The pertinent relationships I have set up are as follows:

User:

  • has_many :ownerships
  • has_many :miniatures, :through => :ownerships, :uniq => true, :conditions => "ownerships.have_count > 0"
  • has_many :favorites, :through => :ownerships, :source => :miniature, :uniq => true, :conditions => "ownerships.favorite = true"

Miniatures:

  • has_many :ownerships
  • has_many :owners, :through => :ownerships, :source => :user, :uniq => true, :conditions => "ownerships.have_count > 0"

Ownership:

  • belongs_to :user
  • belongs_to :miniature

I have a page where user's can both view and update their collection, as well as view other user's collections. It contains a list of all the miniatures on the site and a text box next to each where the user can enter how many of each miniature they have. This functionality also exists in sub-lists of miniatures (filtered by type, release, size, rarity, etc.)

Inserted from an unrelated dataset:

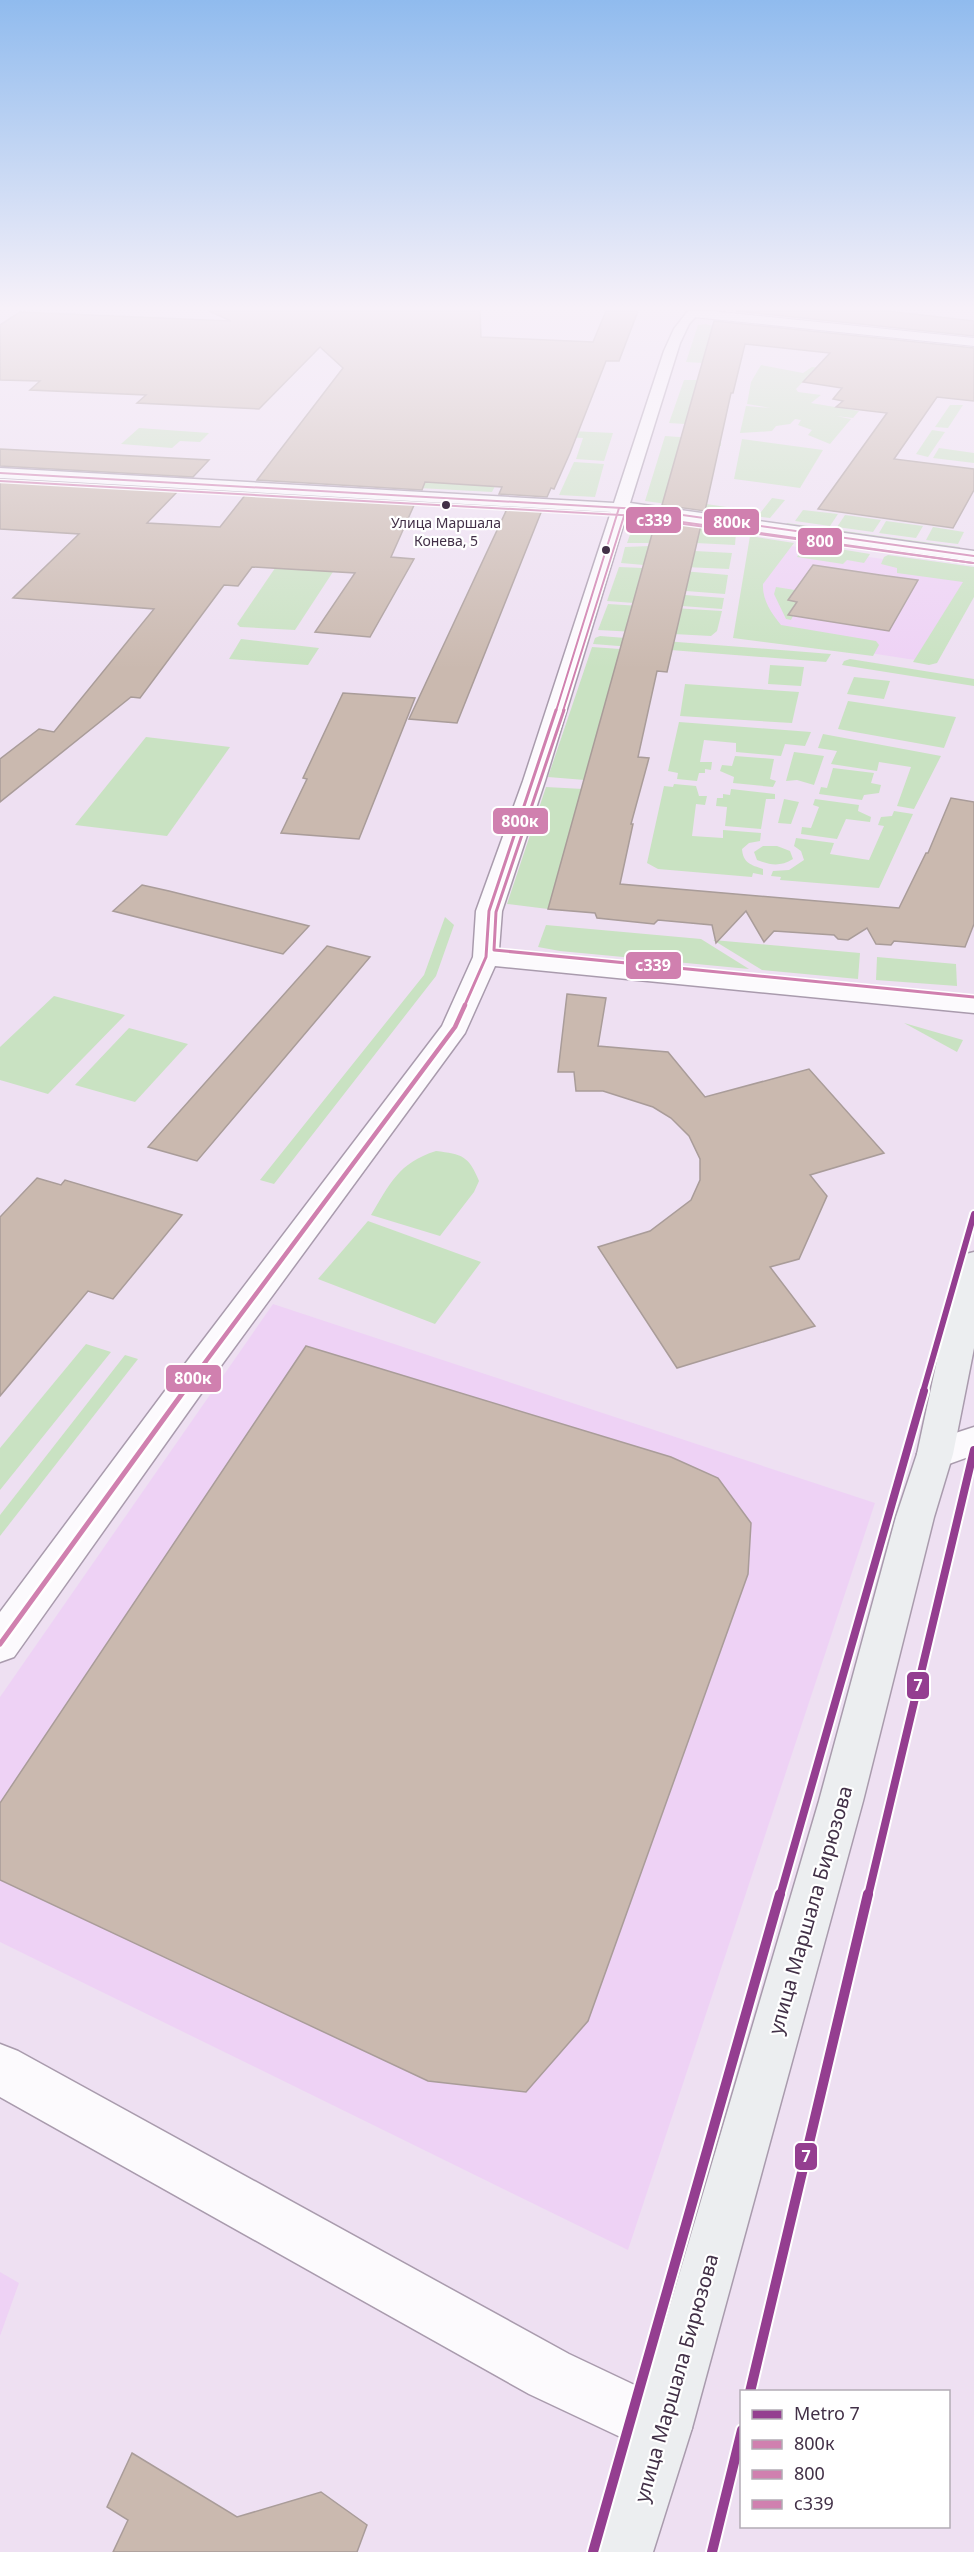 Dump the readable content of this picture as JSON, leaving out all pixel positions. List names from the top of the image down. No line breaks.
{"streets":{"main road":["улица Маршала Бирюзова"]},"places":["Улица Маршала Конева, 5"],"lines":["transit line 800к","transit line 800","transit line с339","metro line 7"],"legend":["Metro 7","800к","800","с339"]}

When a user creates an account they have no entries in the ownership. When they use the collection page or sub-list of miniatures to update their collection, I create entries in the ownership table for only the miniatures on the submitting page. So if it's the full Collection list I update all minis (even if the count is 0) or if it's a sub-list, I only update those miniatures. So at any time a particular user I may have: - no entries in ownership - entries for some of the miniatures - entries for all the miniatures.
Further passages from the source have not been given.